Three ways AI will deliver better cybersecurity
By Protegrity
Eliano Marques, Chief Data & AI Officer at Protegrity, shares how AI can be used to reduce its own vulnerabilities.
Malicious actors can poison the data that fuels AI, weakening its defences. Cybersecurity teams can use AI’s own analytical ability to flag any unusual behaviour and detect these threats early.
Eliano Marques, Chief Data & AI Officer at Protegrity, shares how data protection tools help AI stay secure. He also shares innovative ways to securely build machine learning models across different organisations.
The state of AI security
Cybersecurity risks arise from the training data that AI algorithms learn from. This training data can be tampered with, causing the AI to behave in unintended and potentially harmful ways.

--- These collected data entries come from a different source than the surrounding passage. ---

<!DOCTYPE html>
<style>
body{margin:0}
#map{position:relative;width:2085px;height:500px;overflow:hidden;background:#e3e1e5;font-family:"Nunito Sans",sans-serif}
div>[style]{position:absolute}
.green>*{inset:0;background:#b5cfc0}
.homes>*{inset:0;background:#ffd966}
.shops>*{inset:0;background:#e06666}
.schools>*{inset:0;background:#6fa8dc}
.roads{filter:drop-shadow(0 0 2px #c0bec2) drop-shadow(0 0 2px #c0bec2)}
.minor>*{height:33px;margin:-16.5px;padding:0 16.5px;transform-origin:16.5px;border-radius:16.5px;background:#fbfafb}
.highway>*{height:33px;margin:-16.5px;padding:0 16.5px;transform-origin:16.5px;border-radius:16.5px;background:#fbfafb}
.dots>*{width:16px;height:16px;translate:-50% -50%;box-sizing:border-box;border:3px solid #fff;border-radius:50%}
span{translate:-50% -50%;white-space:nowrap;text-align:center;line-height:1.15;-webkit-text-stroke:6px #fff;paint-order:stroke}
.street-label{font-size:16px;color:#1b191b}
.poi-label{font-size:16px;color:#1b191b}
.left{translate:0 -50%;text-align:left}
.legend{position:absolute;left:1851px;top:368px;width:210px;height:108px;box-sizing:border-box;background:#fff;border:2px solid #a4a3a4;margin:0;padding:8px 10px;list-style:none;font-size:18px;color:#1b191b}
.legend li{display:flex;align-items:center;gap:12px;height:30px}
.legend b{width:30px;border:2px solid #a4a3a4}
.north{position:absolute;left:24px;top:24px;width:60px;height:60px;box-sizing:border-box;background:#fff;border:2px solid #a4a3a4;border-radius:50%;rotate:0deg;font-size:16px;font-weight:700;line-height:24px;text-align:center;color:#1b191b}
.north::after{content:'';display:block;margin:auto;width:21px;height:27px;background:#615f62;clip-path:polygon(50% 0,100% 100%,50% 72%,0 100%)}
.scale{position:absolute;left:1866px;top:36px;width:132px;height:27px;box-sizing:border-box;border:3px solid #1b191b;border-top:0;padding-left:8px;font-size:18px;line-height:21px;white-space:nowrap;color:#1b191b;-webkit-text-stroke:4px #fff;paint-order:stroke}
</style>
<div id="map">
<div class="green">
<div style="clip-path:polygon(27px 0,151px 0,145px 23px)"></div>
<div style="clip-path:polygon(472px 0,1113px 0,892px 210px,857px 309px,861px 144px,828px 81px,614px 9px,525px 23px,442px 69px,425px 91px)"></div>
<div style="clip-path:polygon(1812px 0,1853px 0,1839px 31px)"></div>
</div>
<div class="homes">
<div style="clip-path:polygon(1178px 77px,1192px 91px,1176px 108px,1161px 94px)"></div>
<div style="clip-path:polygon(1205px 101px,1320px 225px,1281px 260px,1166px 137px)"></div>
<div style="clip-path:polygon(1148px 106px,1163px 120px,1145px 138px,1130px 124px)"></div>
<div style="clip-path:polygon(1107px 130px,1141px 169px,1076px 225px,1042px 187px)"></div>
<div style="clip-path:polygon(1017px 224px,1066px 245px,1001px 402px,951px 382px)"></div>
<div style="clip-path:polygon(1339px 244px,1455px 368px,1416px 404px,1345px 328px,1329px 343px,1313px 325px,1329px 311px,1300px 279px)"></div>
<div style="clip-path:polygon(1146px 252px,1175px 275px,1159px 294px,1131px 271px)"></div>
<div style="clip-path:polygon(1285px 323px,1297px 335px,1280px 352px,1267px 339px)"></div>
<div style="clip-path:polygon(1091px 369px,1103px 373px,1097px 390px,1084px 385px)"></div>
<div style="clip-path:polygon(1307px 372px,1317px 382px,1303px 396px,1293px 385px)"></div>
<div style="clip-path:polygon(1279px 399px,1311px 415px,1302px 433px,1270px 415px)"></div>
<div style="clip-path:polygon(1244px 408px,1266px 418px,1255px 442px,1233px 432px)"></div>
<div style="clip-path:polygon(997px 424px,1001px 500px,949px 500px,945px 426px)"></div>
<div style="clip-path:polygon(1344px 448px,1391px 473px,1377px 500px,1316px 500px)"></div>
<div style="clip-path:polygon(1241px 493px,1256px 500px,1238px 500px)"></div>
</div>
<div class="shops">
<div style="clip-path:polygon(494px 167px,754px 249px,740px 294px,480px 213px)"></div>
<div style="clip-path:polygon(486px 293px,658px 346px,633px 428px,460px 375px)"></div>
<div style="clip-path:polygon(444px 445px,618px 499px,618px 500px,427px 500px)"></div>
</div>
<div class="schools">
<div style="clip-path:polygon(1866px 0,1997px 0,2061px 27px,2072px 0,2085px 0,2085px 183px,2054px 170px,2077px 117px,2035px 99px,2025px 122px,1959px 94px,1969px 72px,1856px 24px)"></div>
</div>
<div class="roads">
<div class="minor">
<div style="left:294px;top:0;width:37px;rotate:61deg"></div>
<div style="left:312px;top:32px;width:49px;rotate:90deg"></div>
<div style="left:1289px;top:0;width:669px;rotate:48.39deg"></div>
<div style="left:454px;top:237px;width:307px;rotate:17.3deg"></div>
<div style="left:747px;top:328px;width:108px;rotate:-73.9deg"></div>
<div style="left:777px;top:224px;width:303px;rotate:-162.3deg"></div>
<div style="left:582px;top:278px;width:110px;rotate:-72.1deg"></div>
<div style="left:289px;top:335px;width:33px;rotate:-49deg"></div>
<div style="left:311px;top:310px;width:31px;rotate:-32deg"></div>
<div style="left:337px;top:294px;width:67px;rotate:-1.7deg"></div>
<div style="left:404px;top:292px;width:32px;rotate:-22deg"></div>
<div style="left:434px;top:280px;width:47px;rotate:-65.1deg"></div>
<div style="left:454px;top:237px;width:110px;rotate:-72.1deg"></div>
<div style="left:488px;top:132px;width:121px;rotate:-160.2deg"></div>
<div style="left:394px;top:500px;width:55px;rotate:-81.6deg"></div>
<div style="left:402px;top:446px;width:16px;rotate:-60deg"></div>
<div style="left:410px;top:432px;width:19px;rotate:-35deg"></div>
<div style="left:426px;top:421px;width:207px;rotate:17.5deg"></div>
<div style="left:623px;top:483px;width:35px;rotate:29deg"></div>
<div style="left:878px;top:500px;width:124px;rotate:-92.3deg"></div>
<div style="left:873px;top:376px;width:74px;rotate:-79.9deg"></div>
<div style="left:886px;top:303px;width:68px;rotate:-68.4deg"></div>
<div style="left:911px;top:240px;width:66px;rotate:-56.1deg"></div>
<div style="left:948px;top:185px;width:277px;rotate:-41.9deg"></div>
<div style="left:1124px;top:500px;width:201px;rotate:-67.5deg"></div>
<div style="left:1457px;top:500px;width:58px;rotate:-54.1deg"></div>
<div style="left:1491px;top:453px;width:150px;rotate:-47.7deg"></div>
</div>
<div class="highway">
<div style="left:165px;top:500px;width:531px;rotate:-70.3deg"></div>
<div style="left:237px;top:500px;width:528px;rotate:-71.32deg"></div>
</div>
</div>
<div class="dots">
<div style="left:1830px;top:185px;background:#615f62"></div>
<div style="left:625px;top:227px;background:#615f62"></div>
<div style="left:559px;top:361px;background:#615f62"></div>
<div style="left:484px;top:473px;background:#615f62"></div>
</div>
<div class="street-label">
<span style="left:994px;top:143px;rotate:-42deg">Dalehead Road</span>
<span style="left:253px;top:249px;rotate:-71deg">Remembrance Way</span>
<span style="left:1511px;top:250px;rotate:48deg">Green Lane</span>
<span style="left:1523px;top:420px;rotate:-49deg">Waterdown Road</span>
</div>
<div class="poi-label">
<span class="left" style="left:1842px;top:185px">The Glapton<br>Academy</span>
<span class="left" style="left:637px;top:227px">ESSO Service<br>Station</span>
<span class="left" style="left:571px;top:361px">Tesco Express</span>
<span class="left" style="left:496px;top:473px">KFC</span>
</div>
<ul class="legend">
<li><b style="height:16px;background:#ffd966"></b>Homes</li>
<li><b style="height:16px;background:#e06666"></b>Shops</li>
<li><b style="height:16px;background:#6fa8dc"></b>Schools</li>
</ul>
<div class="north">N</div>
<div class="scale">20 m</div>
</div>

Gartner reports that thirty percent of all AI cyberattacks by 2022 will involve malicious tampering of training data, among other techniques. Marques wrote that the ability to protect this data “is increasingly at the center of security,” Marques wrote.
But AI can help take charge of its own protection. There are three ways that the technology can keep the information, including training data, out of the hands of malicious actors.

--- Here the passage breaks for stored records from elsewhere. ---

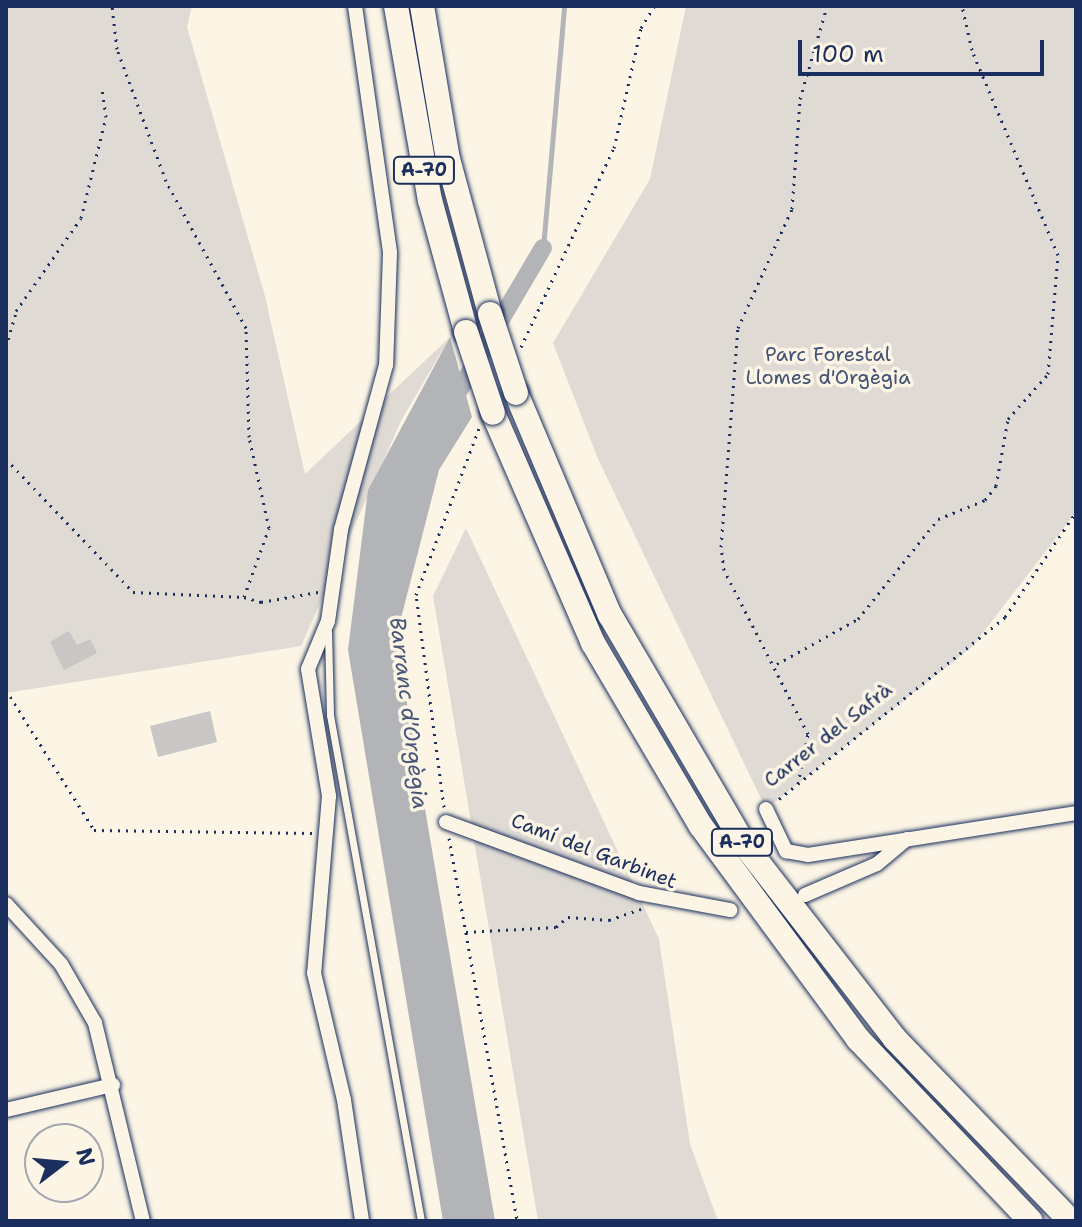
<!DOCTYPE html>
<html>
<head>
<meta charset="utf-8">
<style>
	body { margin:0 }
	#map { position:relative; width:1082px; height:1227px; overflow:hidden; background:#fcf5e5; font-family:"Shantell Sans",sans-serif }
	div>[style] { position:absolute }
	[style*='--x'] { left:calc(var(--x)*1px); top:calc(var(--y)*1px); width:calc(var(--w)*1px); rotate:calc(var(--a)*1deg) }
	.green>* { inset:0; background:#dfdbd4 }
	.water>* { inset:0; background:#b2b4b8 }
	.stream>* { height:5px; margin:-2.5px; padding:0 2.5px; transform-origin:2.5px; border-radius:2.5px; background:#b2b4b8 }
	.canal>* { height:18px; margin:-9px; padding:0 9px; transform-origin:9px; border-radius:9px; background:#b2b4b8 }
	.building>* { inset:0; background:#c8c7c6 }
	.path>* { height:3px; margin-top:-1.5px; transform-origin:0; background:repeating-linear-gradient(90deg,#1b2f5e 0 2px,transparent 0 8px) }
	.roads { filter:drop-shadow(0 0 2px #1b2f5e) drop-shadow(0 0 2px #1b2f5e) }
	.lane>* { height:7px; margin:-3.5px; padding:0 3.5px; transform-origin:3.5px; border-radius:3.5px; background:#fcf5e5 }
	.street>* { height:14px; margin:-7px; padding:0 7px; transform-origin:7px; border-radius:7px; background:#fcf5e5 }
	.highway>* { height:24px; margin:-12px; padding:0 12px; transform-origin:12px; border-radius:12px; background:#fcf5e5 }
	.bridges { filter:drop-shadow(0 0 2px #1b2f5e) drop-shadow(0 0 2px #1b2f5e) }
	.highway-bridge>* { height:24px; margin:-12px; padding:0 12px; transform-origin:12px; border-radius:12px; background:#fcf5e5 }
	span { translate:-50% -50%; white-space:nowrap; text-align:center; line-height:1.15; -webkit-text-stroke:7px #fcf5e5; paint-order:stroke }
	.shield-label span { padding:2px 6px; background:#fcf5e5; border:2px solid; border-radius:6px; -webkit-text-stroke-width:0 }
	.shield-label { font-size:18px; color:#1b2f5e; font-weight:700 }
	.park-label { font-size:20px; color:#425176 }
	.street-label { font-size:20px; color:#1b2f5e }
	.water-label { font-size:22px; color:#485779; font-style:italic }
	.frame { position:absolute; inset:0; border:8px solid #1b2f5e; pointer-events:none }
	.north { position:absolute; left:24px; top:1123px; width:80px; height:80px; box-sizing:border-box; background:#fcf5e5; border:2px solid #a2a6af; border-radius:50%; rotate:74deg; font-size:22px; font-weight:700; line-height:32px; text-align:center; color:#1b2f5e }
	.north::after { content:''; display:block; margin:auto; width:28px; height:36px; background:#1b2f5e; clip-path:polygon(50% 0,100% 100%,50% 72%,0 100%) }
	.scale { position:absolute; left:798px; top:40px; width:246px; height:36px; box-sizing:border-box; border:4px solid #1b2f5e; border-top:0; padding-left:10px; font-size:24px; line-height:28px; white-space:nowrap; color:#1b2f5e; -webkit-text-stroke:6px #fcf5e5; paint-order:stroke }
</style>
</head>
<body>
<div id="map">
	<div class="green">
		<div style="clip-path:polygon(6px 6px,192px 6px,187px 27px,265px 296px,305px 474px,450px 337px,401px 421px,301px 646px,6px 693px)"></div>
		<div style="clip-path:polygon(686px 6px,1076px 6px,1076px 512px,972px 647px,766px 809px,598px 459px,553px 343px,650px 179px)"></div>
		<div style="clip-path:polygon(466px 528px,659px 939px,690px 1144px,718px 1221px,538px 1221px,433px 596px)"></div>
	</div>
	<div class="water">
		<div style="clip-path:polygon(450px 337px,472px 417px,439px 470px,396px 638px,495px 1221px,443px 1221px,348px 650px,368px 490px)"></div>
	</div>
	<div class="stream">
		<div style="--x:543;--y:248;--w:243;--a:-85"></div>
	</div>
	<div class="canal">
		<div style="--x:451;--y:404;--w:181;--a:-59.5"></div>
	</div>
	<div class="building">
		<div style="clip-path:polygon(69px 631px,77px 645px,90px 639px,97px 653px,64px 670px,50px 642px)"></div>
		<div style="clip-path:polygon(210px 711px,217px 742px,158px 757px,150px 726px)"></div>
	</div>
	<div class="path">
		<div style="--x:6;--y:347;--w:37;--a:-74"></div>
		<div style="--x:16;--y:311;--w:113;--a:-55"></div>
		<div style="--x:81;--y:218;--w:104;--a:-76.1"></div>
		<div style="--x:106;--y:117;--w:28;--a:-98"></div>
		<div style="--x:521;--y:347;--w:220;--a:-65"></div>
		<div style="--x:614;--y:148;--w:123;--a:-77.3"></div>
		<div style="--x:641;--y:28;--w:26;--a:-59"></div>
		<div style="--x:6;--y:459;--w:184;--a:46.3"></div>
		<div style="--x:133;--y:592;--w:111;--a:2.6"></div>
		<div style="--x:244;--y:597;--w:73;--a:-70.1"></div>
		<div style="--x:269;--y:528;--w:93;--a:-102.4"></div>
		<div style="--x:249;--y:437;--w:109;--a:-91.6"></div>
		<div style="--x:246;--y:328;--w:167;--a:-118.6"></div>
		<div style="--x:166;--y:181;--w:141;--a:-110.4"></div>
		<div style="--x:117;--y:49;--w:43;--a:-96.6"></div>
		<div style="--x:244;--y:597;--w:18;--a:16"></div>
		<div style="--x:261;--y:602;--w:58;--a:-10"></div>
		<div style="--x:777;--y:664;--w:93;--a:-29.1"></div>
		<div style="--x:858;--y:619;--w:128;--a:-51.3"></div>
		<div style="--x:938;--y:519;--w:51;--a:-22"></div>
		<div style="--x:985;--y:500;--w:18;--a:-52"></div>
		<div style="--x:996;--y:486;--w:68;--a:-79.8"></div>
		<div style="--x:1008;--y:419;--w:60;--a:-48.4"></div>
		<div style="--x:1048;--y:374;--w:119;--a:-85.2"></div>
		<div style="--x:1058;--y:255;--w:222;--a:-112.8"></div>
		<div style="--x:972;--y:50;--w:45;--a:-102.8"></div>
		<div style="--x:6;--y:690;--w:165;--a:57.8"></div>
		<div style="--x:94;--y:830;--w:218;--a:0.8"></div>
		<div style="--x:798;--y:784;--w:51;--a:-78.7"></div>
		<div style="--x:808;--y:734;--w:184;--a:-117.1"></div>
		<div style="--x:724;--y:570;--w:23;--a:-97"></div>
		<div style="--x:721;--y:547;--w:220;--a:-85.6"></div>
		<div style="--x:738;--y:328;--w:131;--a:-65.6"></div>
		<div style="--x:792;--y:209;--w:110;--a:-85.8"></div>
		<div style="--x:800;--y:99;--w:97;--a:-73.8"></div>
		<div style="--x:779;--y:799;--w:290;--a:-38.8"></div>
		<div style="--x:1005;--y:617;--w:127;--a:-55.9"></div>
		<div style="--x:444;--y:807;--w:214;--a:-97.5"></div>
		<div style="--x:416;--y:595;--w:178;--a:-69.3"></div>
		<div style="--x:449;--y:838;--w:389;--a:79.9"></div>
		<div style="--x:466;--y:932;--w:90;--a:-3.2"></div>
		<div style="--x:556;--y:927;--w:16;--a:-40"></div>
		<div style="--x:568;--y:917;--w:41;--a:4.2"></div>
		<div style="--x:609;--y:920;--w:34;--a:-19"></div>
	</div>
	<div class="roads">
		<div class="lane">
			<div style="--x:328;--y:632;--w:83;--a:88.6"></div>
			<div style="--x:330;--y:715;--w:514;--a:79.8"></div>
		</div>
		<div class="street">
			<div style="--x:355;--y:6;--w:249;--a:81.9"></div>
			<div style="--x:390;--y:253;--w:112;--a:92"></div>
			<div style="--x:386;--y:365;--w:171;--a:105.3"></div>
			<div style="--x:341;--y:530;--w:92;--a:98.1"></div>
			<div style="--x:328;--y:621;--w:52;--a:112.6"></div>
			<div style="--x:308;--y:669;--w:129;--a:80.6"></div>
			<div style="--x:329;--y:796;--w:178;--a:94.8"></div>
			<div style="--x:314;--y:973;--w:130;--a:76.7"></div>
			<div style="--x:344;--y:1100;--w:122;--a:81.5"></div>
			<div style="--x:766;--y:809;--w:47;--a:64.5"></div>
			<div style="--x:786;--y:851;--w:22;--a:10"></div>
			<div style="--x:808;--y:855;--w:271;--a:-8.9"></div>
			<div style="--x:446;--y:822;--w:206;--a:20.2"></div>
			<div style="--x:639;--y:893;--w:93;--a:10.6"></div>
			<div style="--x:805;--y:895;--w:78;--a:-23.3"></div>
			<div style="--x:877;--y:864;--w:39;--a:-40"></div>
			<div style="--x:6;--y:904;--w:81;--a:47.5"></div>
			<div style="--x:61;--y:964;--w:68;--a:60"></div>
			<div style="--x:95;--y:1023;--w:204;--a:76.4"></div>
			<div style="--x:6;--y:1110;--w:110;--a:-13.2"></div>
		</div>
		<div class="highway">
			<div style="--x:396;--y:6;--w:197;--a:80.1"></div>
			<div style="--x:430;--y:200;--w:137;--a:74.7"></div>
			<div style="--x:422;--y:6;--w:155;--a:80.4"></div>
			<div style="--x:448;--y:159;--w:161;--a:74.8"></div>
			<div style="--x:516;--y:393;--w:241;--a:67.1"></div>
			<div style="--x:610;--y:615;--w:264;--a:59.7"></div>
			<div style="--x:743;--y:843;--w:248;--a:52.2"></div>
			<div style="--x:895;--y:1039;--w:253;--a:46"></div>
			<div style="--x:493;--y:413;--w:251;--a:66.5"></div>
			<div style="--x:593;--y:643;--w:212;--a:59.5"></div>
			<div style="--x:701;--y:826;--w:265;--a:53.6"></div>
			<div style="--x:858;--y:1039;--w:251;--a:46.5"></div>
		</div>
	</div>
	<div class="bridges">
		<div class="highway-bridge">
			<div style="--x:490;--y:314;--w:83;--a:71.8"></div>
			<div style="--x:466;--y:332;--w:85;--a:71.6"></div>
		</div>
	</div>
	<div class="shield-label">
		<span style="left:424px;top:170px">A-70</span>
		<span style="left:742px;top:842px">A-70</span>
	</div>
	<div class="park-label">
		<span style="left:828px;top:366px">Parc Forestal<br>Llomes d'Orgègia</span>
	</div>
	<div class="street-label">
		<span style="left:828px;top:735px;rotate:-38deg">Carrer del Safrà</span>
		<span style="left:594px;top:851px;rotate:21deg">Camí del Garbinet</span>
	</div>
	<div class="water-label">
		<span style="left:409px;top:713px;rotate:83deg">Barranc d'Orgègia</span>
	</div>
	<div class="frame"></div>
	<div class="north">N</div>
	<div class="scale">100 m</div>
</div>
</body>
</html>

1. Create privacy enhanced datasets
The first way AI can help protect data is by anonymizing and hiding sensitive information. This makes malicious tampering very difficult to pull off.
One way to do this is through synthetic data, which is where an AI tool generates its own alternative to real-life information. This alternative information is still helpful as it still keeps the statistical value of the original sensitive data. However, because the AI anonymises any sensitive data, it is now less vulnerable to malicious actors, Marques explains.
Sometimes synthetic data will not fit the use case, and organisations need to enhance the privacy of a production dataset. This requires a combination of techniques like dataset generalization, redaction, and tokenization to deliver a dataset that can be measured for its data utility and audited for its degree of privacy.
2. Secure AI development
The second method of securing training data is improving how AI is developed.
Tech tools will allow the algorithm to be transported to the data rather than taken to the algorithm. This means that the AI will learn from multiple data sources without the information needing to leave its secure storage.
This new type of AI technology has much potential in the future of its cybersecurity, Marques says. It could be used for algorithm development in the healthcare industry; he gives one example.
If multiple hospitals wanted to use their patient data to train an AI model, they would be hesitant to put that information in one shared space. But with the ability to bring an AI model to each hospital, the patient data can be studied while not leaving its secure storage.
“Research institutes, law enforcement, and government agencies” will all be able to combine their findings and conduct machine learning “without anyone seeing anyone else’s data,” he wrote.
3. Analysing user behaviour
The third way AI can be used in cybersecurity is to analyze user behaviour within an organisation’s network quickly. The algorithm’s analytical ability means that it excels at detecting threats early and diagnosing when an attack has happened, Marques highlights.
Protegrity’s AI analyses previous trends to help identify and highlight suspicious behaviour. This can be done at a faster pace, as compared to many organisations where humans are manually reviewing records and behaviour, he says.
AI’s analytical abilities can open up massive new possibilities for digital government. However, it relies on secure data, meaning that protecting this information through anonymisation, secure development, and threat detection will be vital to realizing its limitless potential.